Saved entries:
• • • • • • •
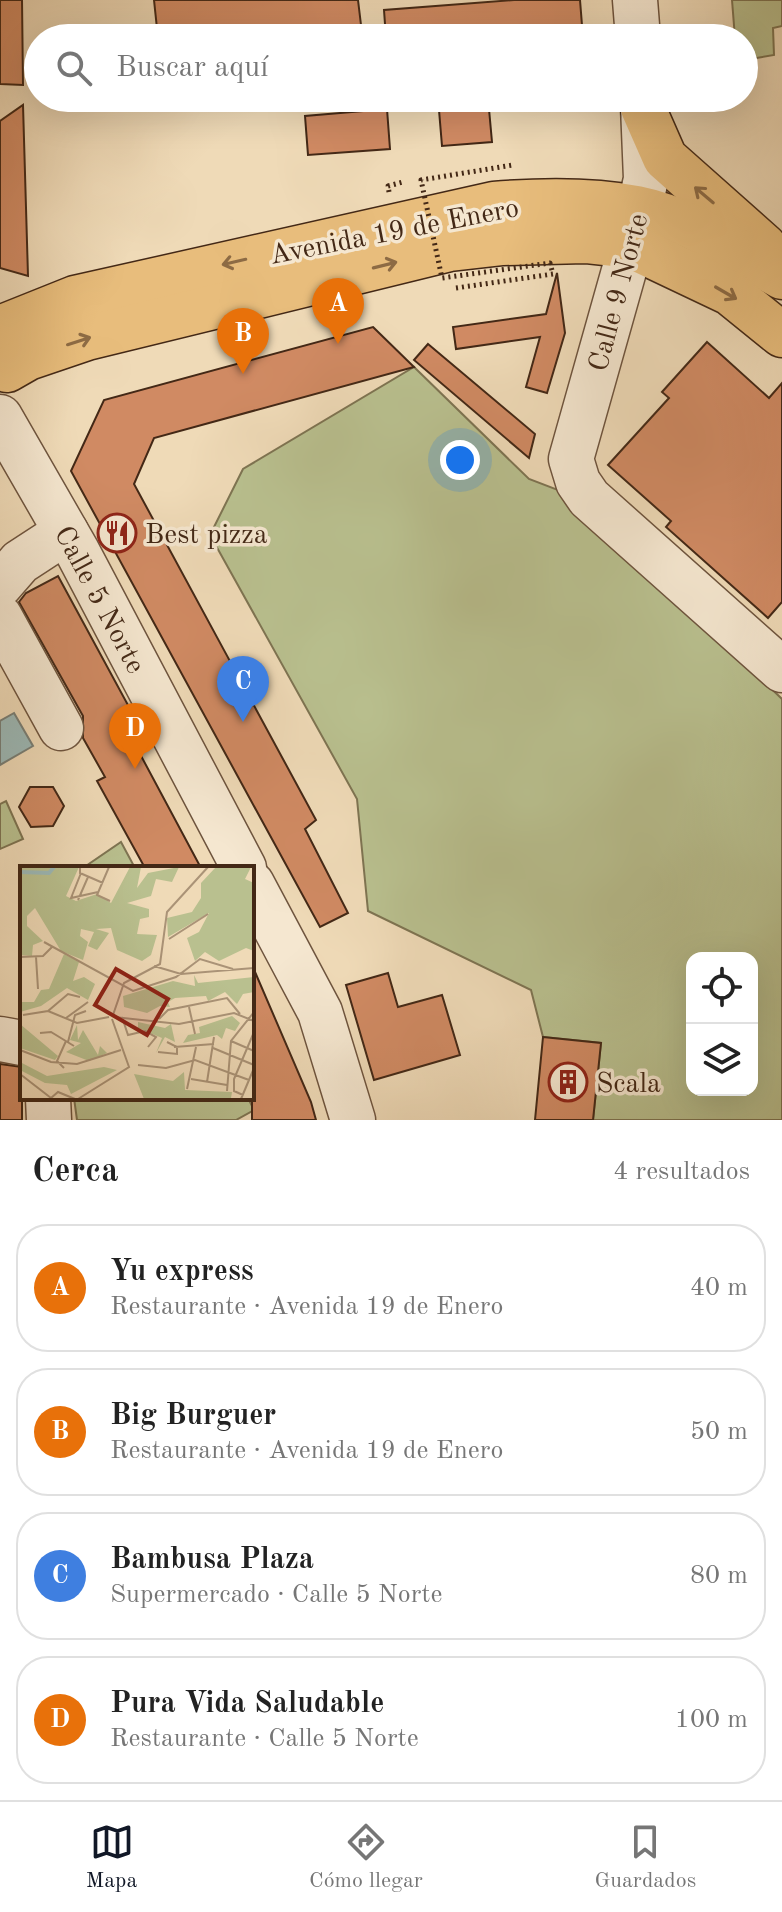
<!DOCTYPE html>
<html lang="es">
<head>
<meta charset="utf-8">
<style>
  :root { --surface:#fff; --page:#f6f6f6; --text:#222; --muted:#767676; --line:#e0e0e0; --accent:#111827 }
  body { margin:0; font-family:"Old Standard TT",serif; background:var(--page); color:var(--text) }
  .controls { position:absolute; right:24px; bottom:24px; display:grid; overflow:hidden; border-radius:16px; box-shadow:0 8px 32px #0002 }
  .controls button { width:72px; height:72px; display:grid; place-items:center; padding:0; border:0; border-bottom:2px solid var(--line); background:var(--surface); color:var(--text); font:40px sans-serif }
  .you { position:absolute; left:460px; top:460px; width:28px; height:28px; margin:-20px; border:6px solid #fff; border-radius:50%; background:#1a73e8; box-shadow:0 0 0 12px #1a73e833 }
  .badge { display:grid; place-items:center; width:52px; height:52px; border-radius:50%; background:var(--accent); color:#fff; font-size:26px; font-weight:700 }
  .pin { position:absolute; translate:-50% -66px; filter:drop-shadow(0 2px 4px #0008) }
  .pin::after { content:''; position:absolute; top:42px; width:28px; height:24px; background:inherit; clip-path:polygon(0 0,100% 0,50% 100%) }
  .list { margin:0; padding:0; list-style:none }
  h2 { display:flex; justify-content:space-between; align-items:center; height:104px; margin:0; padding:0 32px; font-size:34px }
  h2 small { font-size:26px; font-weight:400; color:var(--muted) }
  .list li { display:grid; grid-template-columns:52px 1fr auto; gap:24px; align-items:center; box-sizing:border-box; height:128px; margin:0 16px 16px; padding:0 16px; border:2px solid var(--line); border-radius:32px }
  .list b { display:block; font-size:30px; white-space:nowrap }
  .list p { margin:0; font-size:26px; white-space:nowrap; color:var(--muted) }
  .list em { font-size:26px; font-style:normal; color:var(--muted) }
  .icon { flex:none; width:44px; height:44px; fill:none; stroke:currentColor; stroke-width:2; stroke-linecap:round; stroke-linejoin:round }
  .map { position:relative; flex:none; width:782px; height:1120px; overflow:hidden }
  .search { position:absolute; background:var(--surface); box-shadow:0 8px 32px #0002; left:24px; right:24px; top:24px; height:88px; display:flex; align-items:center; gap:20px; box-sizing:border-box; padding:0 28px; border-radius:44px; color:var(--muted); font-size:30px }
  .sheet { height:680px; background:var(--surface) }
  nav { display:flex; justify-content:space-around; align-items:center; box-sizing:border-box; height:112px; border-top:2px solid var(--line); background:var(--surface); font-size:22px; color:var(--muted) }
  nav a { display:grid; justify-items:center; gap:4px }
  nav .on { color:var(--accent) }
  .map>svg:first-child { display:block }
</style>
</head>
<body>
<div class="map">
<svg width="782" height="1120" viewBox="0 0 782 1120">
  <rect width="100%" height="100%" fill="#efdab7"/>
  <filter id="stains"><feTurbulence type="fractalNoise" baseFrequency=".0025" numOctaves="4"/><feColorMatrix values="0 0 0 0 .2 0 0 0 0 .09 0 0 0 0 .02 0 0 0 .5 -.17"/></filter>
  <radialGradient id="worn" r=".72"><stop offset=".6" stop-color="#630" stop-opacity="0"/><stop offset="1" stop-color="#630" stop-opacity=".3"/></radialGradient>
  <g fill="#b9c08f" stroke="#7e7452" stroke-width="2" fill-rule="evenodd">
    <path d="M732,0H782V26L773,28L774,55L744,60V38H735Z"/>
    <path d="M414,367L529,479L566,493L782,699V1120H593L601,1043L543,1037L531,990L368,911L357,799L210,535L243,469ZM692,958H752V1090H692Z"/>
    <path d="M6,801L23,839L0,849V804Z"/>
    <path d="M121,842L135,868H83Z"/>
    <path d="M74,1098H248L254,1110L236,1120H77Z"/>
  </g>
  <path fill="#9cb9b7" stroke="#787f77" stroke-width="2" d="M14,713L33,746L0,765V721Z"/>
  <g fill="#d08a63" stroke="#432816" stroke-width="2">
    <path d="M0,0H22L23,85L0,84Z"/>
    <path d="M154,0H358L361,25L158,38Z"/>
    <path d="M514,0H580L583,38H386L384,10Z"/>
    <path d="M438,98H488L492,142L442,146Z"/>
    <path d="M23,105L28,276L0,268V121Z"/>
    <path d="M387,109L390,149L308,155L305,116Z"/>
    <path d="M557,273L565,333L547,393L526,387L540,337L456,349L453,327L546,314Z"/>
    <path d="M373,327L414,367L154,438L134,484L316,820L305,829L348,913L320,927L71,471L104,400Z"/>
    <path d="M707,342L769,398L782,383V602L768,618L666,527L671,521L608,465L669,398L662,392Z"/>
    <path d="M428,344L535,434L529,458L414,360Z"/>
    <path d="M58,576L135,718L124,724L201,868H145L97,781L105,777L83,738V716L19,602L26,593Z"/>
    <path d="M30,787H53L64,806L53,826L31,827L19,807Z"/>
    <path d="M252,965L311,1102L316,1120H252Z"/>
    <path d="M388,973L398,1007L442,995L460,1055L374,1080L346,985Z"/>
    <path d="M543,1037L601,1043L593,1120H535Z"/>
    <path d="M0,1064L22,1067V1120H0Z"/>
  </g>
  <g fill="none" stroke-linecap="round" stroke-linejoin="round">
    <defs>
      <g id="minor">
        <path d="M635,0L638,38"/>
        <path d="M643,106L646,179L631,246L571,459L578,482L589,498L782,670"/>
        <path d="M0,417L77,551L244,868"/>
        <path d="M0,585L20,562L66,532"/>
        <path d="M0,617L61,728"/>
        <path d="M252,884L320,1012L353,1120"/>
        <path d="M0,1039L22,1043"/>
        <path d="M48,1098L49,1120"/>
      </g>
      <g id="major">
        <path d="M643,108L665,158L764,246"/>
        <path d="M0,328L75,298L494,204C541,200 590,199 637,208C688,218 737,252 782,277"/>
        <path d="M7,370L28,358L87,338L450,249L503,243L585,241L631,246L730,293L782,335"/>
      </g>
    </defs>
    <use href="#minor" stroke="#6e543e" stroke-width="47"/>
    <use href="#major" stroke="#432816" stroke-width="47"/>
    <path stroke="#432816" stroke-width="5" stroke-dasharray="2 4" stroke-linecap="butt" d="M389,192L388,186L403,182"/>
    <use href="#minor" stroke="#f5e7d0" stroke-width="44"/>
    <use href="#major" stroke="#e8bd7c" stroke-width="44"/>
    <path stroke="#432816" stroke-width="5" stroke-dasharray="2 4" stroke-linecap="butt" d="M456,288L553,274L550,263L442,278L421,180L513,165"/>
  </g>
  <defs><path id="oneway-shaft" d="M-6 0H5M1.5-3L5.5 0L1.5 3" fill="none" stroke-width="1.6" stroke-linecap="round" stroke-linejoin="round" transform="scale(2)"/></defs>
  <g stroke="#8d6b44">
    <use href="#oneway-shaft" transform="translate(704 195) rotate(-140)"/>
    <use href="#oneway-shaft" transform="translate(234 262) rotate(167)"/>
    <use href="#oneway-shaft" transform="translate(385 265) rotate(-14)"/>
    <use href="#oneway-shaft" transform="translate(726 293) rotate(30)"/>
    <use href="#oneway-shaft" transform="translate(79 341) rotate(-18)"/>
  </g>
  <defs>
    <symbol id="restaurant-ring" viewBox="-11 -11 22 22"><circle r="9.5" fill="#f5e7d0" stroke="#8f2418" stroke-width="1.5"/><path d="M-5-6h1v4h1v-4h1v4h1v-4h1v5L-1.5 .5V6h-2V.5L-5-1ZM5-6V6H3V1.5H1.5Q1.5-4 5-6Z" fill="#8f2418"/></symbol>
    <symbol id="building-ring" viewBox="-11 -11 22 22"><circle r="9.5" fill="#f5e7d0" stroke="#8f2418" stroke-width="1.5"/><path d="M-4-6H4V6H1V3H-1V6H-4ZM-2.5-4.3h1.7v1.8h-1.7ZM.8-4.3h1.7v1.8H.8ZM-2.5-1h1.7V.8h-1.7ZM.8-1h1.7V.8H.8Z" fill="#8f2418"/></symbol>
  </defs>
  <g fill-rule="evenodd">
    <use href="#restaurant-ring" x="95" y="511" width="44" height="44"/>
    <use href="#building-ring" x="546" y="1060" width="44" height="44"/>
  </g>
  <g text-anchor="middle" stroke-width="7" stroke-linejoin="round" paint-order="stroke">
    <g font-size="28" fill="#432816" stroke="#f5e7d0">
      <text transform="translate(394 230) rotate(-11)" y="10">Avenida 19 de Enero</text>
      <text transform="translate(617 292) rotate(-75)" y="10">Calle 9 Norte</text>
      <text transform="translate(101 599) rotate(62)" y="10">Calle 5 Norte</text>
    </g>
    <g font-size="28" fill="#432816" stroke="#f5e7d0" text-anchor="start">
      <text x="145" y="543">Best pizza</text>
      <text x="596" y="1092">Scala</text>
    </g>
  </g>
  <g transform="translate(20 866)">
    <rect width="234" height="234" fill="#efdab7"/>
    <path d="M0,1H59L46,30L56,35L77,28L91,37L110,1H121L117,22L128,7L159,1L152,16L136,13L131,30L107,37L129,43V51L120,53L117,68L137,69L131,89L122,95L97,84L91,62L76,63L89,67L77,84L68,80L74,66L61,63L60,70L68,76L63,94L41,85L15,42L7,50V60L23,75L13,79L12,90L0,89ZM196,1H231L225,13L234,17V85L226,82L199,95L185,86L175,95L167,72L179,66L189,47L148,71L147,52L172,46L181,32V17ZM44,88L59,96L53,115L64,111L75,118L68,134L47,122L21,140L0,146V136H14L21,124L29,123ZM174,109L178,117L234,111V126L223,128L217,138L205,126L188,135L186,130L155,132L148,136L150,141L140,140L127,147L104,141L103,130L153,115L175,120ZM212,150L220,157L215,165L206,162L202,173L197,169L163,177L168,169L180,167L179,161ZM118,156L145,162L151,158L155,176L145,171L136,187L142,172L118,162ZM0,158L38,190L35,194L0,182ZM57,159L58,174L63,164L78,189L80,180L87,187L69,195L46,186L61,177L50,174ZM0,196L27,210L84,201L97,204L51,228L47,219L25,217L0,204ZM164,206L165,224L212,226L211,232L124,233L114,208L153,215Z" fill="#b9c08f"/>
    <path fill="none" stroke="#9cb9b7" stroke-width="4" d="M0,6L29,7L34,1"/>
    <path fill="none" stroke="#aa9377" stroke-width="2" d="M60,1V7L83,17M89,1L77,29L90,35M61,7L51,32L78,26M58,34L68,11M149,73L188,48M24,76L113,125L156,111L180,93L213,103M0,91L23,90L32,81M16,91L18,123M134,100L161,108L234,102M169,141L175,168M28,145L57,157L89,151M3,149L28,145L48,128L60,131M93,149L104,117L140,98L147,46L188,1M94,151L159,158L214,147L234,155M102,151L108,169L125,165L136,171L128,181M46,152L68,136M139,153L148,144L207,132L220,148M20,167L31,166L54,180M211,175L234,185M48,176L55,149L66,145M154,181L194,178M193,182L234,199M0,184L31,196L57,198L101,184M138,186L157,188V181L147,176M118,199L146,202L175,194L229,214M44,202L37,195L46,175M0,208L31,232M171,213L207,219M187,216L194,171M167,223L176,181M207,225L211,175L234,146M223,229L214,225V213L234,166M31,232L38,226L55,233M58,233L109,201L92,153M221,233L234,202"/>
    <path fill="#8f2418" fill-opacity="0.15" stroke="#8f2418" stroke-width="4" d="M96,103L148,133L127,169L75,139Z"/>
    <rect width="234" height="234" fill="none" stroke="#432816" stroke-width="4"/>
  </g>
  <rect width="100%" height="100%" filter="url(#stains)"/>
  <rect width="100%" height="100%" fill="url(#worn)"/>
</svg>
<div class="controls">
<button><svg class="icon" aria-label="locate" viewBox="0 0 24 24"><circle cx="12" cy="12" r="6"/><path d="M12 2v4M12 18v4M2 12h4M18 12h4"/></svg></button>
<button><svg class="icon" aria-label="layers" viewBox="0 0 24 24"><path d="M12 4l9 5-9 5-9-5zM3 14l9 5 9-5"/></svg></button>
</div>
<div class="you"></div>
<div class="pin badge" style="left:338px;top:344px;background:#e8710a">A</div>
<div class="pin badge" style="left:243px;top:374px;background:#e8710a">B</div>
<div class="pin badge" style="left:243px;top:722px;background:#3f7fe0">C</div>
<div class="pin badge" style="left:135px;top:769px;background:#e8710a">D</div>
<div class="search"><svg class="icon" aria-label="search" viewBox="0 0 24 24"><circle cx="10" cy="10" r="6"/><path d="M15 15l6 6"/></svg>Buscar aquí</div>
</div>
<section class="sheet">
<h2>Cerca<small>4 resultados</small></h2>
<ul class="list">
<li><span class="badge" style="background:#e8710a">A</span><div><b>Yu express</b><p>Restaurante · Avenida 19 de Enero</p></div><em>40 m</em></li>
<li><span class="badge" style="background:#e8710a">B</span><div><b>Big Burguer</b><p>Restaurante · Avenida 19 de Enero</p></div><em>50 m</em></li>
<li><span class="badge" style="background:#3f7fe0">C</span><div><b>Bambusa Plaza</b><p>Supermercado · Calle 5 Norte</p></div><em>80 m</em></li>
<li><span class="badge" style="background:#e8710a">D</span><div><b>Pura Vida Saludable</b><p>Restaurante · Calle 5 Norte</p></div><em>100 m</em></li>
</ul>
</section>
<nav>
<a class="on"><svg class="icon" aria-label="map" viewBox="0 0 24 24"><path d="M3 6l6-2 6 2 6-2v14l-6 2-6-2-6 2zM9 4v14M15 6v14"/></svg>Mapa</a>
<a><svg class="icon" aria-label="directions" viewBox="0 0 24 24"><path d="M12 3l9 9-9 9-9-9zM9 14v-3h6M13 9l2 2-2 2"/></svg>Cómo llegar</a>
<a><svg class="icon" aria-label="saved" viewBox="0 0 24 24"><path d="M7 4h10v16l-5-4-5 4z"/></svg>Guardados</a>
</nav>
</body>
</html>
• • • • • • •
Problem =
Your response should hold only an exact copy of the lines above, from the one containing "de Enero</p></div><em>40 m</em></li>" through the end of the entries.

The answer =
<li><span class="badge" style="background:#e8710a">A</span><div><b>Yu express</b><p>Restaurante · Avenida 19 de Enero</p></div><em>40 m</em></li>
<li><span class="badge" style="background:#e8710a">B</span><div><b>Big Burguer</b><p>Restaurante · Avenida 19 de Enero</p></div><em>50 m</em></li>
<li><span class="badge" style="background:#3f7fe0">C</span><div><b>Bambusa Plaza</b><p>Supermercado · Calle 5 Norte</p></div><em>80 m</em></li>
<li><span class="badge" style="background:#e8710a">D</span><div><b>Pura Vida Saludable</b><p>Restaurante · Calle 5 Norte</p></div><em>100 m</em></li>
</ul>
</section>
<nav>
<a class="on"><svg class="icon" aria-label="map" viewBox="0 0 24 24"><path d="M3 6l6-2 6 2 6-2v14l-6 2-6-2-6 2zM9 4v14M15 6v14"/></svg>Mapa</a>
<a><svg class="icon" aria-label="directions" viewBox="0 0 24 24"><path d="M12 3l9 9-9 9-9-9zM9 14v-3h6M13 9l2 2-2 2"/></svg>Cómo llegar</a>
<a><svg class="icon" aria-label="saved" viewBox="0 0 24 24"><path d="M7 4h10v16l-5-4-5 4z"/></svg>Guardados</a>
</nav>
</body>
</html>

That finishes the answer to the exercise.